WHAT NEEDS TO BE DONE »
Your answer should be every line of the entries that has the string "dash" in it.

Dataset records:
========================

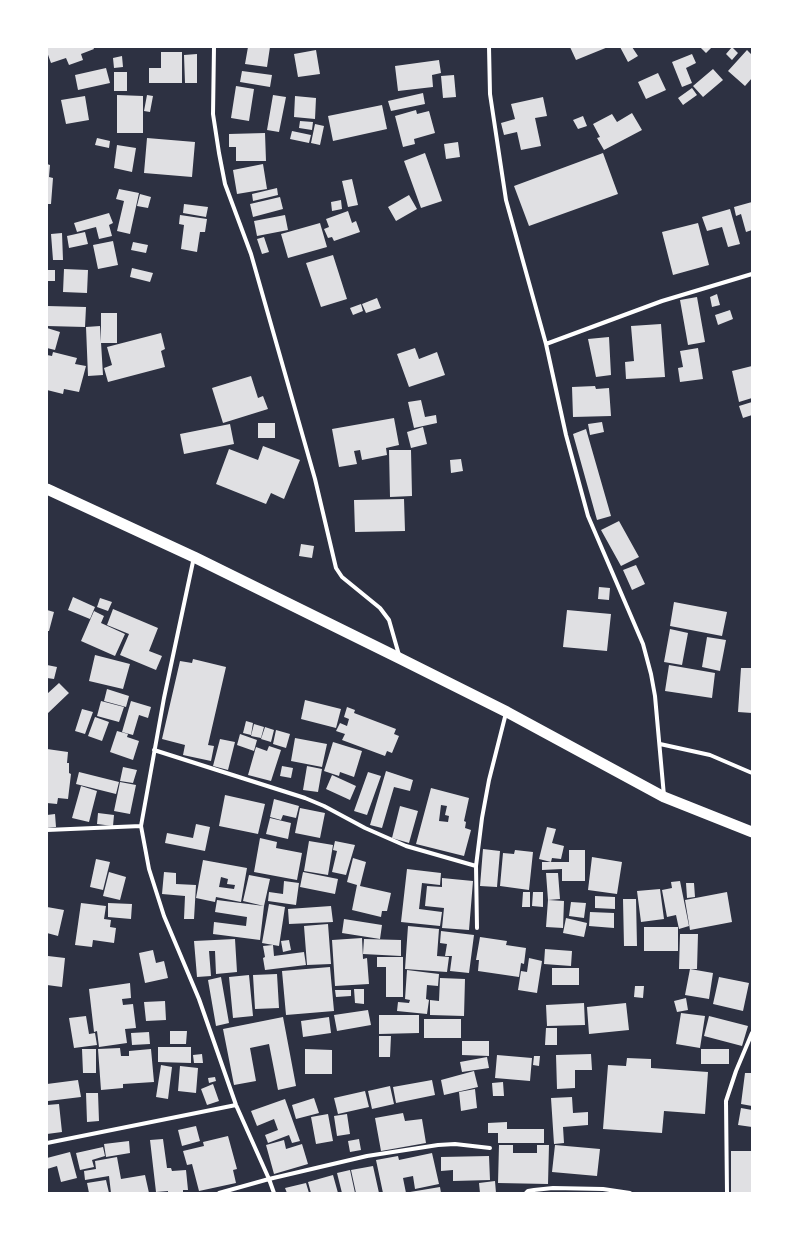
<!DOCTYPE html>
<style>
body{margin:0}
#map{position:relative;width:799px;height:1240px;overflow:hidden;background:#2d3142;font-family:"Sofia Sans Condensed",sans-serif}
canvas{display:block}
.frame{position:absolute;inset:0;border:48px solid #fff;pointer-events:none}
</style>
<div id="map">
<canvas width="799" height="1240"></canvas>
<div class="frame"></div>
</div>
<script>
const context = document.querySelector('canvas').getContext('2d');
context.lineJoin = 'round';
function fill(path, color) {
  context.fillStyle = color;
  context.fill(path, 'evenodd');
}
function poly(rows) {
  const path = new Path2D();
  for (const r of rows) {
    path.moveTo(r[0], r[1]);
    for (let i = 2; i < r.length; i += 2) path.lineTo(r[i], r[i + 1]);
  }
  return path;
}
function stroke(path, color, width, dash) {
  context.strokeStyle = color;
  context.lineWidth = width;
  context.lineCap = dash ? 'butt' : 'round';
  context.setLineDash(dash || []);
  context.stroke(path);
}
fill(poly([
 [47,47,93,47,94,49,81,54,83,60,69,65,66,58,51,63,47,52],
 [248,47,270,47,267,67,245,64],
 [570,47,608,47,576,60],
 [620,47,632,47,638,56,628,62],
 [700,47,712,47,706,53],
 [732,47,738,53,732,60,726,54],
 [316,50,320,74,298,77,294,54],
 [747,50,752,55,752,78,745,86,728,71],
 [161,52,182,52,182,83,149,83,149,68,161,68],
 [197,54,197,83,185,83,184,55],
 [692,54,696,63,686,68,692,83,682,87,672,62],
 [122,56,123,67,114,68,113,58],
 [439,60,441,73,432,75,433,87,398,91,395,66],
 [106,68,110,83,78,90,75,75],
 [713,69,723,80,703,97,693,86],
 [242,71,272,75,270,87,240,82],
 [114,72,127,72,127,91,114,91],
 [658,73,666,90,646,99,638,82],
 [454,75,456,97,443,98,441,76],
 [236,86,254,89,249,121,231,118],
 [692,88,697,95,683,105,678,98],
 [423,93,425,104,391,111,388,101],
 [117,95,143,96,143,133,117,133],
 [147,95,153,96,150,112,144,111],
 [273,95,286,97,279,132,267,130],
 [85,96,89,120,66,124,61,100],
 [295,96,316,98,315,119,294,117],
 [543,97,547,116,535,118,541,146,521,150,517,132,504,135,501,123,515,119,511,104],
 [382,105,387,129,333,141,328,116],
 [416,110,417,114,429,111,435,133,414,139,415,144,403,147,395,116],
 [632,113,642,130,604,150,597,138,600,137,593,124,612,114,617,122],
 [583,116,587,126,578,129,573,120],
 [300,121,313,122,312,130,299,128],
 [315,124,324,126,320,145,311,143],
 [292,131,311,135,309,143,290,139],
 [265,133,266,161,236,161,236,147,229,147,229,134],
 [97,138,110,141,109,148,95,145],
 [147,138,195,142,192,177,144,173],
 [458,142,460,157,446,159,444,144],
 [117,145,136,148,132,172,114,168],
 [425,153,442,201,421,208,404,161],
 [603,153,618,194,529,226,514,186],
 [47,164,50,165,49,177,53,178,51,204,47,204],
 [263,164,267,189,237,194,233,170],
 [352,179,358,205,348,207,342,181],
 [277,188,278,195,253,201,252,194],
 [119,189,139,193,130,234,117,231,124,201,116,199],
 [140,194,151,197,148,208,137,206],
 [409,195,417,209,396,221,388,207],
 [280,197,283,209,253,217,250,204],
 [341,200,342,209,332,211,331,202],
 [752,202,752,230,746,232,741,214,736,216,734,207],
 [184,204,208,207,206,217,183,213],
 [730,209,740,244,728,247,722,227,707,231,702,217],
 [348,211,352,223,356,221,360,232,334,241,332,237,328,238,324,229,329,227,326,219],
 [109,213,113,223,109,225,112,236,99,239,96,227,77,232,74,223],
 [180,215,207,219,205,232,200,232,197,252,181,249,184,225,179,224],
 [285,215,288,230,257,236,254,221],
 [320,223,327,247,288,258,281,234],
 [698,223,709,265,673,275,662,232],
 [85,232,88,244,69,248,67,236],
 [62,233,63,260,53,260,51,234],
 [264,237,269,252,262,254,257,239],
 [113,241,118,265,98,269,93,245],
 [133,242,148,245,146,253,131,250],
 [333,255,347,299,321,307,306,263],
 [132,268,153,273,150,282,130,277],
 [64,269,88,270,87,293,63,292],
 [47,270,55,270,55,281,47,281],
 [717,294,720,305,712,307,710,297],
 [697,297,705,342,688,345,680,300],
 [377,298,381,308,366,313,362,304],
 [361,304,363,311,353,315,350,308],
 [47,306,86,307,85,327,47,326],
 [730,310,733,319,718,325,715,315],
 [101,313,117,313,117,343,101,343],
 [661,324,665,377,626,379,625,362,634,361,631,326],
 [100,326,103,375,88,376,86,327],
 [47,328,60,332,55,350,47,348],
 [161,333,165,349,161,351,165,367,108,382,104,368,112,365,107,347],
 [609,337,611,375,596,377,588,339],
 [415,348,419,359,437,352,445,375,409,387,397,354],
 [698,348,703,379,680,382,678,368,683,367,680,351],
 [53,352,77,358,75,364,86,366,79,392,64,389,63,394,47,390,47,355,52,356],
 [752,366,752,398,739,402,732,371],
 [251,376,258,398,263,396,268,409,223,423,212,388],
 [595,386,596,389,609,388,611,416,573,417,572,387],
 [421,400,425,417,436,415,437,423,414,428,408,402],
 [752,402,752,415,743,418,739,406],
 [394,418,399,445,386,448,387,455,362,460,360,450,354,451,357,464,339,467,332,429],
 [602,422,604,432,590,435,588,424],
 [258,423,275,423,275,438,258,438],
 [230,424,234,444,184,454,180,434],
 [423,427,427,444,411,448,407,432],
 [586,429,611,516,597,520,573,434],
 [263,446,300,460,284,499,271,493,266,504,216,484,229,449,258,460],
 [389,450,411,450,412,496,390,497],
 [461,459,463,471,451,473,450,460],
 [404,499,405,531,355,532,354,500],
 [619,521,639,557,621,566,601,530],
 [301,544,314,546,312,558,299,556],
 [636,565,645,584,632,590,623,570],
 [599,587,610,588,609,600,598,599],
 [73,597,95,607,90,619,68,610],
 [100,598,112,602,108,611,97,607],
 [674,602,727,612,722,636,670,626],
 [113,609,158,628,149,651,162,656,156,670,120,655,129,634,107,625],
 [47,610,54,612,49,631,47,631],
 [567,610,611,614,607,651,563,647],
 [94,611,104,616,101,623,125,634,115,656,81,641],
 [670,629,688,633,682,665,664,662],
 [707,637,726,640,720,671,702,667],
 [95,655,130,664,123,689,89,681],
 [193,659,226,667,208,745,214,746,211,761,183,755,185,745,162,739,180,661,192,663],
 [47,665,57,667,54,679,47,678],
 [669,665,715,673,712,698,665,691],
 [741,668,752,668,752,713,738,712],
 [59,683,69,693,47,714,47,694],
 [107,689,129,696,126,707,104,701],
 [305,700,341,709,336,728,301,719],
 [101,701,124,707,119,722,97,716],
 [131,701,151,707,148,718,139,715,133,735,122,732],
 [347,707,355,710,354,713,396,729,394,734,399,736,392,753,387,751,385,756,342,740,345,734,336,731,340,723,347,726,349,719,344,717],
 [82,709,93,712,85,734,75,731],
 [95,717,109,722,102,741,88,736],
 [246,721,253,723,251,735,243,733],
 [254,724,264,727,261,738,251,736],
 [265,727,274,730,271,742,261,739],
 [276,730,290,734,286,748,273,744],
 [117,731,128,734,127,737,139,741,133,760,110,752],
 [240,734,257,740,254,751,237,745],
 [295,738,327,744,322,767,291,761],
 [220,739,235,742,228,770,213,766],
 [333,742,362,751,354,777,340,772,339,776,324,771],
 [269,746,281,750,271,781,248,775,256,747,267,751],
 [47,749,68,752,67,763,69,763,69,773,71,774,68,799,58,798,57,804,47,803],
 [282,766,293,768,291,778,280,776],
 [307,766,322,769,318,792,303,790],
 [123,767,137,770,133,783,120,781],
 [386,771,413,780,410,791,394,787,382,828,370,825],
 [79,772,119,782,116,794,76,784],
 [368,772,381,776,367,815,354,811],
 [332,775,356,786,350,800,326,789],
 [120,782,136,785,130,814,114,811],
 [81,786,97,791,89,822,72,818],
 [431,788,469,798,464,821,466,822,465,828,471,830,464,856,416,844],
 [441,805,447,806,445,815,449,816,448,822,439,821],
 [225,795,265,804,258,834,219,826],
 [274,799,299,806,296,818,283,815,281,820,270,817],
 [400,806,418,811,409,843,392,838],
 [300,808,325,813,320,838,295,833],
 [98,813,114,815,113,826,97,824],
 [55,814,56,827,47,828,47,815],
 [270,818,291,823,288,839,266,834],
 [196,824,210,827,205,851,165,843,167,833,193,838],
 [547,827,556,829,552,843,564,846,561,859,552,858,551,862,539,859],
 [260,838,277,842,276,848,302,853,297,880,254,872],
 [309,841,333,845,328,875,304,871],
 [335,841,355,845,346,875,332,872,337,851,333,850],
 [483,849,500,851,497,887,480,886],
 [515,850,533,852,529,890,500,886,503,853,514,854],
 [569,850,585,850,585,881,562,881,562,869,542,870,542,862,569,862],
 [592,857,622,862,617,894,588,890],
 [353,858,366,862,360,886,391,893,387,911,382,911,381,917,352,910,357,885,347,882],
 [96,859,110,862,103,890,90,887],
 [203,860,247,868,241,902,216,897,215,902,196,898],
 [221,877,228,879,227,884,235,885,234,889,219,887],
 [407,869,441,873,440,885,422,883,419,909,442,912,440,926,401,922],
 [109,872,126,877,120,900,103,896],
 [164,872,176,873,176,884,196,885,194,919,184,919,185,896,162,894],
 [303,872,338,879,335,894,300,887],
 [546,873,558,873,560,899,548,900],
 [249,875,270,879,264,906,243,901],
 [442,878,473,881,469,930,442,928,444,908,425,906,427,886,442,887],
 [284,881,299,883,296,905,268,901,269,892,283,894],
 [680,881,689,926,679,929,676,915,667,917,662,890,672,888,671,882],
 [686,883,694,883,695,897,687,898],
 [660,889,664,919,641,922,637,891],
 [523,892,530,892,530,907,522,907],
 [533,892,543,892,543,907,532,906],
 [727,892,732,922,690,930,685,900],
 [595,896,615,897,615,909,595,908],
 [623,899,636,899,637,946,624,946],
 [217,900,264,906,260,940,213,934,214,922,246,926,247,917,215,912],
 [548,900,564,901,563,928,546,927],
 [571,902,586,903,584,918,569,916],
 [81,903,106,906,104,919,111,920,110,927,116,928,114,943,93,940,92,947,75,945],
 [108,903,132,904,131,919,108,917],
 [269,904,285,907,279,946,262,943],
 [331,906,333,922,289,924,288,909],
 [47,907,64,910,58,936,47,933],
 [590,912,614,913,614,928,589,926],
 [566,918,587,923,584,937,563,933],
 [344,919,382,925,380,939,342,933],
 [328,924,331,964,307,965,304,926],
 [408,926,439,929,437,956,449,957,447,972,405,969],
 [644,927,678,927,678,951,644,951],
 [441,931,474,935,469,973,450,971,452,956,445,956,447,944,440,943],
 [680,934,698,934,697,969,679,969],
 [480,937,507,941,506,945,526,948,524,964,521,963,519,977,478,971,479,960,476,960],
 [362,938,363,959,367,958,369,984,335,986,332,940],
 [235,939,237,972,216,974,215,951,209,951,211,976,197,977,194,941],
 [364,939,401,940,401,956,363,954],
 [289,940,291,950,283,952,281,941],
 [273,945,274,956,304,952,306,965,265,970,263,958,265,957,263,946],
 [545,949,572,951,571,966,544,964],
 [153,950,156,963,164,961,168,978,145,983,139,953],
 [48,956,65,958,62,987,47,985],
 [377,957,403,957,403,997,386,997,386,967,377,967],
 [529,958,542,961,537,993,518,990,521,971,527,972],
 [330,967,334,1011,286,1015,282,971],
 [552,968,579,968,579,985,552,985],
 [690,969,713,973,709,999,685,995],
 [407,970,439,974,438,986,427,985,426,999,429,1000,427,1014,397,1011,398,1002,409,1003,410,1000,405,999],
 [277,974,279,1008,255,1009,253,975],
 [249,975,253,1016,233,1018,229,977],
 [221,977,229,1023,216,1026,208,980],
 [719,977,749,983,743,1011,713,1004],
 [440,978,465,979,464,1016,430,1015,430,1000,439,1001],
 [130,983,131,998,122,999,123,1005,133,1004,136,1028,125,1029,127,1043,99,1047,97,1031,94,1032,89,989],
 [635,986,644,986,643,998,634,997],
 [354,989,364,989,364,1004,355,1003],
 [335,990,351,990,351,996,336,997],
 [686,998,688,1010,677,1012,674,1001],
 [165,1001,166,1020,146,1021,144,1002],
 [584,1003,585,1025,547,1026,546,1005],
 [626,1003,629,1030,589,1034,587,1007],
 [368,1010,371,1025,337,1031,334,1015],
 [681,1013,705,1016,700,1048,676,1044],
 [379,1015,419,1015,419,1033,379,1034],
 [86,1016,89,1034,95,1033,97,1045,74,1048,69,1018],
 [709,1016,748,1026,742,1046,704,1036],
 [283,1017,296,1086,278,1090,269,1044,250,1048,256,1081,234,1085,223,1029],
 [329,1017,331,1033,303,1037,301,1021],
 [424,1019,461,1019,461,1038,424,1038],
 [546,1028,557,1028,557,1045,545,1045],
 [170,1031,187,1031,186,1044,170,1044],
 [149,1032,150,1044,132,1045,131,1033],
 [379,1036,391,1036,390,1057,379,1057],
 [462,1041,489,1041,489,1056,462,1055],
 [158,1047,191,1047,191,1063,158,1062],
 [120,1048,121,1056,129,1056,129,1051,151,1049,154,1082,123,1084,123,1088,101,1090,98,1049],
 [82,1049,96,1049,96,1073,83,1073],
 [305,1049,332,1050,332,1074,305,1074],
 [701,1049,729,1049,729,1064,701,1064],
 [202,1054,203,1063,194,1063,193,1055],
 [591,1054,592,1070,575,1070,575,1088,557,1089,556,1055],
 [497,1055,532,1058,530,1081,495,1078],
 [534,1056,540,1056,539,1066,533,1065],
 [487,1057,489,1068,462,1072,460,1062],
 [627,1058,651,1059,651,1068,708,1072,705,1114,664,1111,662,1133,603,1129,608,1065,626,1066],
 [161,1065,172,1067,168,1099,156,1097],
 [180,1066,198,1068,196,1093,178,1091],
 [474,1071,478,1087,444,1095,441,1080],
 [745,1073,752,1073,752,1106,741,1104],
 [215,1077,216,1081,209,1083,208,1078],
 [78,1080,81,1097,48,1101,47,1084],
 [432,1080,435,1095,396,1103,393,1087],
 [503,1082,504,1096,493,1096,492,1083],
 [213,1084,219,1101,207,1105,201,1089],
 [390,1086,394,1104,372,1109,368,1091],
 [475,1089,477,1108,461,1111,459,1092],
 [365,1091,369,1107,338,1114,334,1098],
 [86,1093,98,1093,99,1121,87,1122],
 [572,1097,573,1113,588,1112,588,1125,563,1127,564,1143,554,1144,551,1098],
 [314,1098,319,1113,296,1119,292,1105],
 [285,1099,300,1141,292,1143,289,1135,268,1143,265,1135,278,1130,274,1119,257,1126,251,1111],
 [59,1104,62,1132,47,1134,47,1105],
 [741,1108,752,1110,752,1127,738,1125],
 [403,1113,405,1121,422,1119,426,1143,381,1151,375,1118],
 [328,1114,333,1141,316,1144,311,1117],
 [347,1114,350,1134,337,1136,334,1116],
 [507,1122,507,1129,544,1129,544,1143,498,1143,498,1133,488,1133,488,1123],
 [196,1126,200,1141,182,1146,178,1130],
 [228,1136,237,1169,233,1170,236,1183,199,1191,192,1164,187,1165,183,1151,204,1146,203,1142],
 [163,1139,167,1168,171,1168,172,1171,186,1170,188,1190,183,1190,183,1193,168,1193,168,1191,156,1192,150,1140],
 [359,1139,361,1150,350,1152,348,1141],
 [284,1140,286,1149,302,1144,308,1164,274,1174,266,1145],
 [129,1141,130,1153,106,1157,104,1144],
 [499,1145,513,1145,513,1153,537,1153,537,1145,549,1145,548,1184,498,1183],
 [555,1145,600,1149,597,1176,552,1172],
 [103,1147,105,1156,92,1160,94,1167,80,1170,76,1153],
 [731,1151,752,1151,752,1193,731,1193],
 [70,1152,77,1178,61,1182,57,1166,47,1169,47,1158],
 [432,1153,439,1184,415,1189,413,1176,403,1178,406,1193,383,1193,376,1160,398,1156,399,1160],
 [489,1156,490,1180,453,1181,453,1170,441,1171,441,1157],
 [117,1157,121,1179,145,1175,149,1193,111,1193,109,1176,85,1180,84,1171,96,1169,95,1161,106,1159,106,1160,106,1159],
 [373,1166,379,1193,356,1193,351,1170],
 [350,1170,355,1193,342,1193,337,1173],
 [333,1175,338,1193,311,1193,308,1182],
 [106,1180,109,1193,89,1193,87,1183],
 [495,1181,496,1193,480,1193,479,1183],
 [306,1183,309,1193,287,1193,285,1188],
 [440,1187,441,1193,410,1193,410,1192]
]), '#e0e0e3');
stroke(poly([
 [214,47,213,114,219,153,225,184,251,254,315,479,336,568,342,577,380,608,389,620,399,655],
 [489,47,490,94,506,200,546,344,566,435,588,516,643,644,651,674,655,696,664,796],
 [546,344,662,301,752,274],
 [194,557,164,698,141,826,149,869,164,916,199,999,236,1105,269,1179,274,1193],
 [660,744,710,755,752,773],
 [154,750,305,798,324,806,365,828,406,846,476,866],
 [47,830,141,826],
 [477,928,476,866,482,818,489,780,506,713],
 [47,1143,236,1105],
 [219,1193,269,1179,367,1156,438,1145,455,1144,490,1148],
 [526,1193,528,1191,534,1190,553,1188,603,1189,630,1193],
 [727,1193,726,1101,736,1071,752,1033]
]), '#fff', 4);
stroke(poly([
 [47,489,194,557,401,659,507,712,664,797,752,832]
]), '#fff', 11);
</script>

========================

TASK RESPONSE »
function stroke(path, color, width, dash) {
  context.lineCap = dash ? 'butt' : 'round';
  context.setLineDash(dash || []);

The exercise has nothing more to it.